The war began February 28, 2026 with joint strikes killing Iranian Supreme Leader Ayatollah Ali Khamenei and senior IRGC officials. Iran’s response has been horizontal escalation across 14 nations rather than calibrated retaliation. The Strait of Hormuz normally handles 20 million barrels per day — roughly 20% of global petroleum and 21% of global LNG. Only 90 ships have crossed since the conflict started versus normal traffic of 20-25 tankers daily.

Regional Spillover Accelerates

Saudi Arabia intercepted 45 drones over its eastern province in the past 24 hours while the UAE intercepted 137 ballistic missiles and 209 drones, per CBS News. Attacks continue across Kuwait and other Gulf states, raising the probability of direct Saudi involvement if Sunday’s strikes trigger Iranian retaliation against Riyadh’s energy infrastructure.

Human costs are escalating. Lebanon’s health ministry reports 1,021 killed and 2,641 injured since the conflict began. Iran’s Red Crescent cited 18,000 civilian injuries including 204 children killed, 53 under age five, according to CNN.

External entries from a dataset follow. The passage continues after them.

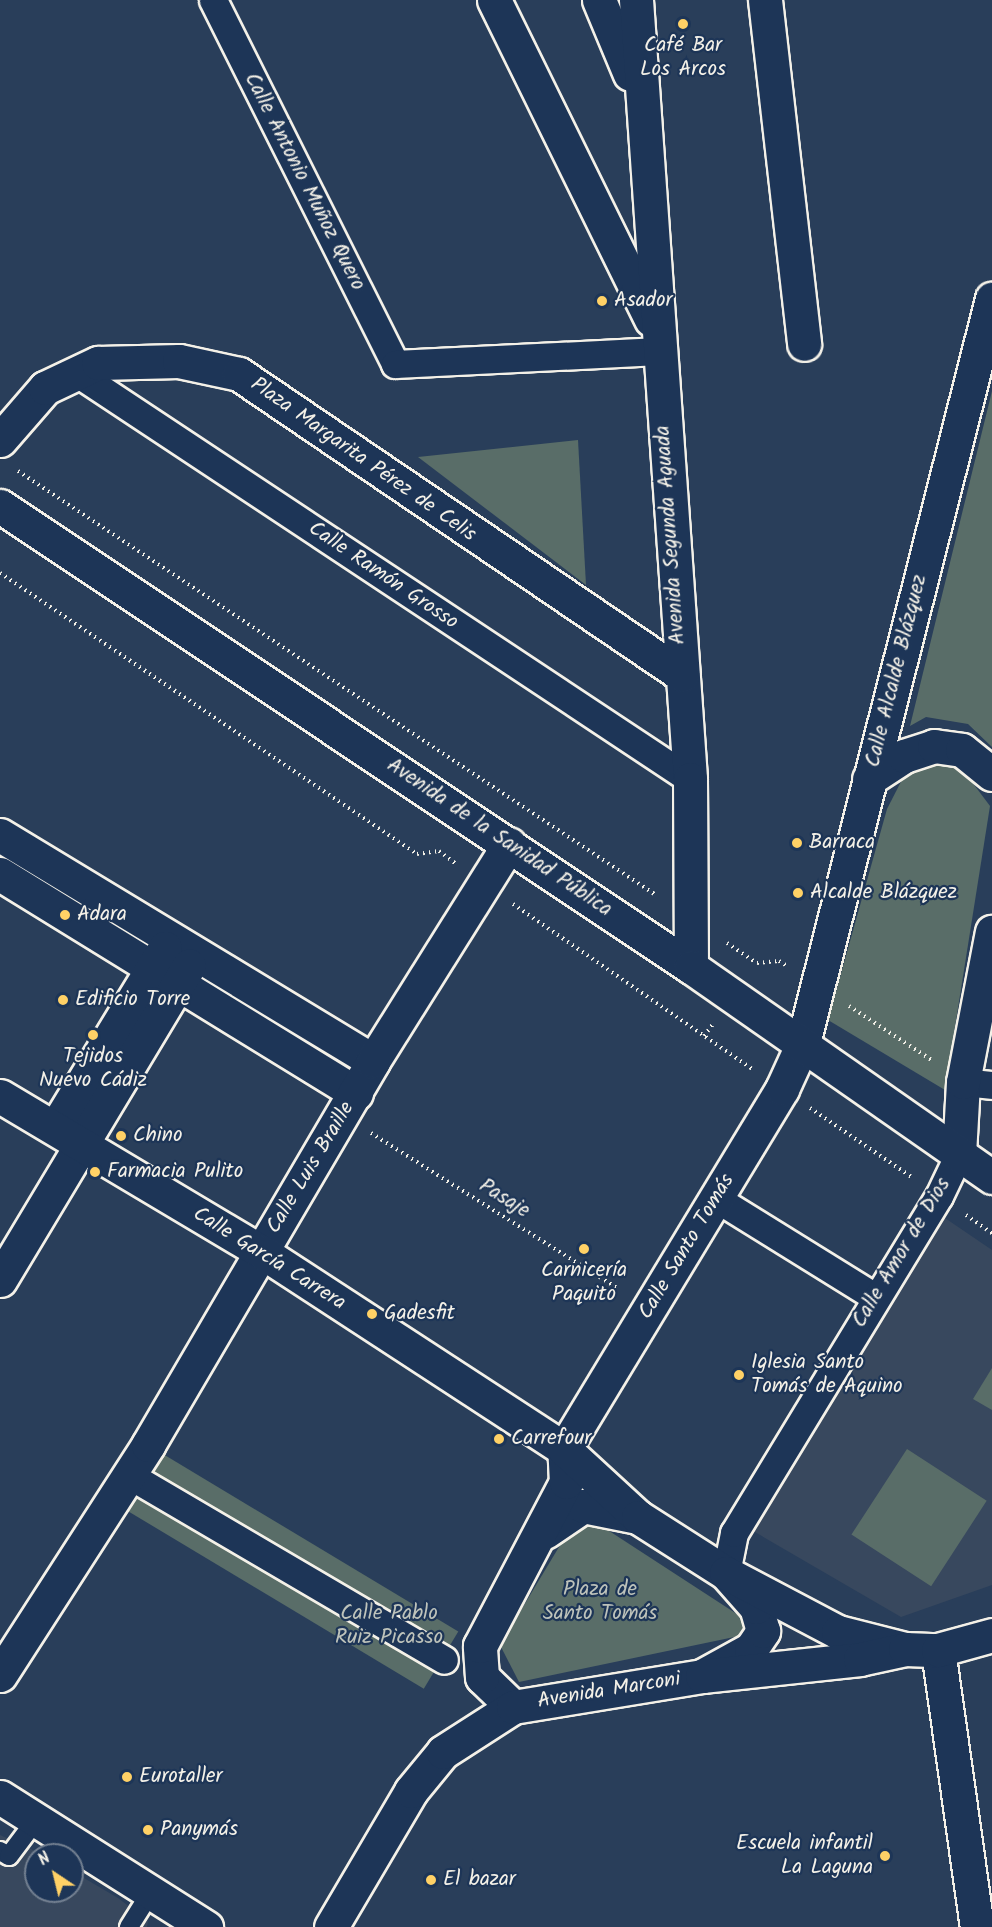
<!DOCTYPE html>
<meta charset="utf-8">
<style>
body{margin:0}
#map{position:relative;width:992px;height:1927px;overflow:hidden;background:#293e5a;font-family:Kalam,sans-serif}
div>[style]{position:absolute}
.built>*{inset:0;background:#38485e}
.green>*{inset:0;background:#596d68;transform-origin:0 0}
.path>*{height:4px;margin-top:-2px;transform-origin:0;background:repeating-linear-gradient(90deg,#f4f1e8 0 1.5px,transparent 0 6px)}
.roads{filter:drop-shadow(2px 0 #f4f1e8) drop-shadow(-2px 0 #f4f1e8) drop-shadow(0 2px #f4f1e8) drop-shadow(0 -2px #f4f1e8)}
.service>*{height:18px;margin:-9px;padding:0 9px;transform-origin:9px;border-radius:9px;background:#1d3557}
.pedestrian>*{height:27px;margin:-13.5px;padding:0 13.5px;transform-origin:13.5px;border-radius:13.5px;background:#1d3557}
.minor>*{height:33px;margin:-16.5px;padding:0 16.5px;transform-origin:16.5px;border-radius:16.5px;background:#1d3557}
.tertiary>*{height:33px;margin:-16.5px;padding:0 16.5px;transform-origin:16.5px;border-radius:16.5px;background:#1d3557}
.secondary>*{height:33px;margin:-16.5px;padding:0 16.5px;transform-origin:16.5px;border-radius:16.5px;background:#1d3557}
.dots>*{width:16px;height:16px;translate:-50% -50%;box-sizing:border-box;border:3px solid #1d3557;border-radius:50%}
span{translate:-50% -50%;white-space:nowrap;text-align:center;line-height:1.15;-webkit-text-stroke:4.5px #1d3557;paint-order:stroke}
.poi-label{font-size:21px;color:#f4f1e8}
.left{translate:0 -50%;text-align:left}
.right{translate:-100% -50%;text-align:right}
.street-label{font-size:21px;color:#f4f1e8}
.park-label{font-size:21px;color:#bec3bb}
.north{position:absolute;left:24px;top:1843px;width:60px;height:60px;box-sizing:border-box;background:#1d3557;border:2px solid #738091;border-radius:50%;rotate:325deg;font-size:16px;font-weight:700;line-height:24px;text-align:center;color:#f4f1e8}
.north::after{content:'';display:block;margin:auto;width:21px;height:27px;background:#ffd166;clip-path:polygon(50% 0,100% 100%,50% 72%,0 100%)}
</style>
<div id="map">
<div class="built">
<i style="clip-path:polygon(942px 1216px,992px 1250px,992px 1585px,901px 1617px,748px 1528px)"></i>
<i style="clip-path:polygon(0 1835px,44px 1855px,36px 1855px,36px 1891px,72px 1891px,72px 1871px,118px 1898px,148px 1921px,147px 1927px,0 1927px)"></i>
</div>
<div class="green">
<i style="clip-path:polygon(992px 391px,992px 747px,968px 724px,926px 717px,910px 726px)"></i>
<i style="clip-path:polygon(578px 440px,586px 585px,418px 457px)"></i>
<i style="clip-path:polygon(954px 758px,990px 806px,945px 1090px,828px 1020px,887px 809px,908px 768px)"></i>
<i style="clip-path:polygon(992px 1368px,992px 1410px,973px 1399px)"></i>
<i style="left:148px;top:1445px;width:362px;height:67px;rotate:31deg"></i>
<i style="left:907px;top:1449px;width:95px;height:102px;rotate:33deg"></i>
<i style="clip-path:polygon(580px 1512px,763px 1631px,519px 1682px,500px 1645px)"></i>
</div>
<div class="path">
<i style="left:18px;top:471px;width:766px;rotate:33.61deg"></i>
<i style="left:0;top:573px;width:503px;rotate:33.97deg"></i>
<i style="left:417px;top:854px;width:22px;rotate:-8deg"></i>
<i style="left:439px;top:851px;width:20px;rotate:37deg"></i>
<i style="left:513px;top:904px;width:293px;rotate:34.6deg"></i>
<i style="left:727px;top:943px;width:36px;rotate:34deg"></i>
<i style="left:757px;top:963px;width:22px;rotate:-5deg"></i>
<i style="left:779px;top:961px;width:9px;rotate:32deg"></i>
<i style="left:849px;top:1006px;width:100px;rotate:33.2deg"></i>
<i style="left:704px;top:1036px;width:15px;rotate:-53deg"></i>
<i style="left:810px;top:1108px;width:125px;rotate:34.2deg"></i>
<i style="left:371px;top:1133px;width:293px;rotate:32.2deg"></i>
<i style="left:966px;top:1215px;width:32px;rotate:35deg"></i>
</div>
<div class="roads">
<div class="service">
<i style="left:0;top:1851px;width:10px;rotate:29deg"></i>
<i style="left:9px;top:1856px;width:45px;rotate:-53.1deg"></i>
<i style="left:129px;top:1927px;width:41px;rotate:-57.8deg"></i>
</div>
<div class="pedestrian">
<i style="left:213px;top:0;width:407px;rotate:63.4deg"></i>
<i style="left:395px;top:364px;width:264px;rotate:-2.8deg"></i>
<i style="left:77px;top:373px;width:735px;rotate:33.52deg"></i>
<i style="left:963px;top:1082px;width:29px;rotate:6deg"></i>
<i style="left:717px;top:1199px;width:186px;rotate:31.8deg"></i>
<i style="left:129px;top:1475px;width:365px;rotate:30.4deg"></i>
<i style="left:726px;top:1573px;width:41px;rotate:-78.7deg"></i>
<i style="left:734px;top:1533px;width:394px;rotate:-58.7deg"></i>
<i style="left:939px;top:1196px;width:47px;rotate:-64.5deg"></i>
</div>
<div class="minor">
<i style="left:494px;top:0;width:356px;rotate:63.8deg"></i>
<i style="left:599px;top:0;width:80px;rotate:67.3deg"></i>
<i style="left:636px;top:0;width:781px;rotate:86.03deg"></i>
<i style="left:690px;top:779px;width:188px;rotate:89.7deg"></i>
<i style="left:765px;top:0;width:346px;rotate:83.5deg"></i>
<i style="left:0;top:440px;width:69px;rotate:-49.1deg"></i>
<i style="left:45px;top:388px;width:59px;rotate:-25.3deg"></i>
<i style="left:98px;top:363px;width:81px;rotate:-1.4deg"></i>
<i style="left:179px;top:361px;width:61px;rotate:12.2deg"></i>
<i style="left:239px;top:374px;width:536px;rotate:34.19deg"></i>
<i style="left:869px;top:779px;width:42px;rotate:-33.3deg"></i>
<i style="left:904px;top:756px;width:32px;rotate:-18deg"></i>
<i style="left:934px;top:746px;width:28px;rotate:8deg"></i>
<i style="left:962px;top:750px;width:38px;rotate:39deg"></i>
<i style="left:0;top:835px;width:436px;rotate:31.2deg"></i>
<i style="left:0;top:874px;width:418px;rotate:31.6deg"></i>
<i style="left:55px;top:1128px;width:211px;rotate:-58.6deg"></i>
<i style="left:959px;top:1154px;width:72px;rotate:-86.8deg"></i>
<i style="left:963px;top:1082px;width:153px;rotate:-79.1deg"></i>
<i style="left:0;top:1280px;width:367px;rotate:-59deg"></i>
<i style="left:545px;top:1532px;width:46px;rotate:-34.4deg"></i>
<i style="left:583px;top:1506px;width:56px;rotate:11.3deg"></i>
<i style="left:938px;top:1650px;width:280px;rotate:82deg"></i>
<i style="left:0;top:1675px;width:274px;rotate:-57.2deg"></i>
<i style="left:148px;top:1445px;width:445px;rotate:-59.6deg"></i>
<i style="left:373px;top:1061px;width:256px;rotate:-57.9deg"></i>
<i style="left:702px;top:1676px;width:56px;rotate:-28.9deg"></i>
<i style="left:751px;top:1649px;width:22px;rotate:-56deg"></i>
<i style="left:763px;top:1631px;width:25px;rotate:-106deg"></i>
<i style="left:756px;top:1607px;width:45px;rotate:-131.4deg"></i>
<i style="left:513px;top:1707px;width:43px;rotate:-135.9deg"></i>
<i style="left:482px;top:1677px;width:31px;rotate:-94deg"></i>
<i style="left:480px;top:1646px;width:185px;rotate:-62.3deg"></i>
<i style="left:566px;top:1482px;width:33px;rotate:-93deg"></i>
<i style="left:564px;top:1449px;width:421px;rotate:-58.8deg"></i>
<i style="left:782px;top:1089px;width:51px;rotate:-65.5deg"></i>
</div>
<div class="tertiary">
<i style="left:803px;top:1043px;width:768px;rotate:-75.75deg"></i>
<i style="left:0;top:1096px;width:305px;rotate:30.8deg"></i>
<i style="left:262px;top:1252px;width:361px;rotate:33.1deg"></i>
<i style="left:564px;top:1449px;width:100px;rotate:42.6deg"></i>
<i style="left:638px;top:1517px;width:104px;rotate:32.5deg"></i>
<i style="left:726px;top:1573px;width:127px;rotate:27.8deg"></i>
<i style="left:838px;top:1632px;width:69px;rotate:14.2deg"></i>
<i style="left:0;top:1797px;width:244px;rotate:32.3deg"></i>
<i style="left:331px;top:1927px;width:158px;rotate:-59.5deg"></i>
<i style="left:411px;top:1791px;width:50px;rotate:-50.6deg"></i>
<i style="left:443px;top:1752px;width:83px;rotate:-32.7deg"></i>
<i style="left:513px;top:1707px;width:192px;rotate:-9.3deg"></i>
<i style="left:702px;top:1676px;width:159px;rotate:-6.1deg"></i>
<i style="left:860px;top:1659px;width:46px;rotate:-12.5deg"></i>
<i style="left:905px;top:1649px;width:33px;rotate:2deg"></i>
<i style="left:938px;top:1650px;width:56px;rotate:-15.5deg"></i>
</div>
<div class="secondary">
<i style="left:0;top:506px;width:831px;rotate:33.71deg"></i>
<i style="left:691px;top:967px;width:367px;rotate:34.9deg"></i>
</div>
</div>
<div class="dots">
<i style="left:683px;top:24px;background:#ffd166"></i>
<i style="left:602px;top:301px;background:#ffd166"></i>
<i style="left:797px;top:843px;background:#ffd166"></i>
<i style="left:798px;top:893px;background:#ffd166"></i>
<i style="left:65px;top:915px;background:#ffd166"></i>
<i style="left:63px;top:1000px;background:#ffd166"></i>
<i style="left:93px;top:1035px;background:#ffd166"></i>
<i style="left:121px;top:1136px;background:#ffd166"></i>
<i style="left:95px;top:1172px;background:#ffd166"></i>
<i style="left:584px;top:1249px;background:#ffd166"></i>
<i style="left:372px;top:1314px;background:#ffd166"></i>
<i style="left:739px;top:1375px;background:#ffd166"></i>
<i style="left:499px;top:1439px;background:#ffd166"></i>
<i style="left:127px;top:1777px;background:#ffd166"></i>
<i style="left:148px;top:1830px;background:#ffd166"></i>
<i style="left:885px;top:1856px;background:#ffd166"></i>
<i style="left:431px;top:1880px;background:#ffd166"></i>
</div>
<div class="poi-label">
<span style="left:683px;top:58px">Café Bar<br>Los Arcos</span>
<span class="left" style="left:614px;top:301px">Asador</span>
<span class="left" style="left:809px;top:843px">Barraca</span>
<span class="left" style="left:810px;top:893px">Alcalde Blázquez</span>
<span class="left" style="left:77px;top:915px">Adara</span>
<span class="left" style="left:75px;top:1000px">Edificio Torre</span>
<span style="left:93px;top:1069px">Tejidos<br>Nuevo Cádiz</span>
<span class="left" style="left:133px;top:1136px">Chino</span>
<span class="left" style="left:107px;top:1172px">Farmacia Pulito</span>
<span style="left:584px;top:1283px">Carnicería<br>Paquito</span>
<span class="left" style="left:384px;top:1314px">Gadesfit</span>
<span class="left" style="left:751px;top:1375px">Iglesia Santo<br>Tomás de Aquino</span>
<span class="left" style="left:511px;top:1439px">Carrefour</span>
<span class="left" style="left:139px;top:1777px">Eurotaller</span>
<span class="left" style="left:160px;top:1830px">Panymás</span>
<span class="right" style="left:873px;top:1856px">Escuela infantil<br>La Laguna</span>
<span class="left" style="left:443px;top:1880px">El bazar</span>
</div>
<div class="street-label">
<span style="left:304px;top:182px;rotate:63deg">Calle Antonio Muñoz Quero</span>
<span style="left:363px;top:460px;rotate:35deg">Plaza Margarita Pérez de Celis</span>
<span style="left:671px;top:535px;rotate:-94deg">Avenida Segunda Aguada</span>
<span style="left:383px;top:576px;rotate:34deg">Calle Ramón Grosso</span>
<span style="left:897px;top:671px;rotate:-76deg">Calle Alcalde Blázquez</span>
<span style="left:499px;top:838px;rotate:34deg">Avenida de la Sanidad Pública</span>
<span style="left:311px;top:1168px;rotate:-59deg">Calle Luis Braille</span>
<span style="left:504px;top:1199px;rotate:32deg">Pasaje</span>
<span style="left:687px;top:1247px;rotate:-59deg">Calle Santo Tomás</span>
<span style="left:902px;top:1253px;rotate:-59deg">Calle Amor de Dios</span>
<span style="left:269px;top:1259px;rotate:32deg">Calle García Carrera</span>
<span style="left:609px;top:1691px;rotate:-9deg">Avenida Marconi</span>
</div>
<div class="park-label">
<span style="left:600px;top:1602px">Plaza de<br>Santo Tomás</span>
<span style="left:389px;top:1626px">Calle Pablo<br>Ruiz Picasso</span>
</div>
<div class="north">N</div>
</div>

Policy Contradictions Emerge

President Trump stated Friday the U.S. is “getting very close to meeting our objectives” and considering “winding down” military efforts, per NPR — directly contradicting Katz’s Saturday announcement of escalated strikes beginning Sunday. The White House simultaneously removed sanctions on 140 million barrels of Iranian oil stranded at sea in an attempt to lower gasoline prices while deploying 2,000-2,500 additional Marines to the region this weekend.

Key Takeaways
  • Sunday strikes mark shift to direct state confrontation, not proxy warfare
  • Oil Markets in structural breakdown: $106 Brent with 8 million bbl/day supply cut despite 94-97% Strait closure
  • Fed trapped in stagflation scenario with rate hike odds at 15-20%, cut expectations collapsed to 16%
  • Gold down 14% since war began as dollar strength overwhelms safe-haven demand
  • Regional spillover intensifying with Saudi/UAE intercepting hundreds of Iranian projectiles daily

What to Watch

Sunday’s strike intensity will determine whether oil markets price $150-plus Brent or demand destruction scenarios. ExxonMobil’s chief economist assessment that Strait closure persists “harder for longer” suggests structural supply deficit through Q2 at minimum. The Fed’s next dot plot update in June will reveal whether policymakers view this as transitory shock or persistent inflation driver requiring rate hikes despite recession risks.

Regional contagion remains the critical variable. If Iran retaliates against Saudi energy infrastructure following Sunday’s strikes, the conflict expands beyond bilateral confrontation into Gulf-wide engagement. That scenario would force immediate SPR releases and potential NATO Article 5 considerations given threats to member state energy security. Markets are not yet pricing that tail risk.

For now, the disconnect between physical oil scarcity and contained price action reflects one reality: global growth expectations are collapsing faster than supply. The question is whether Sunday’s escalation breaks that equilibrium.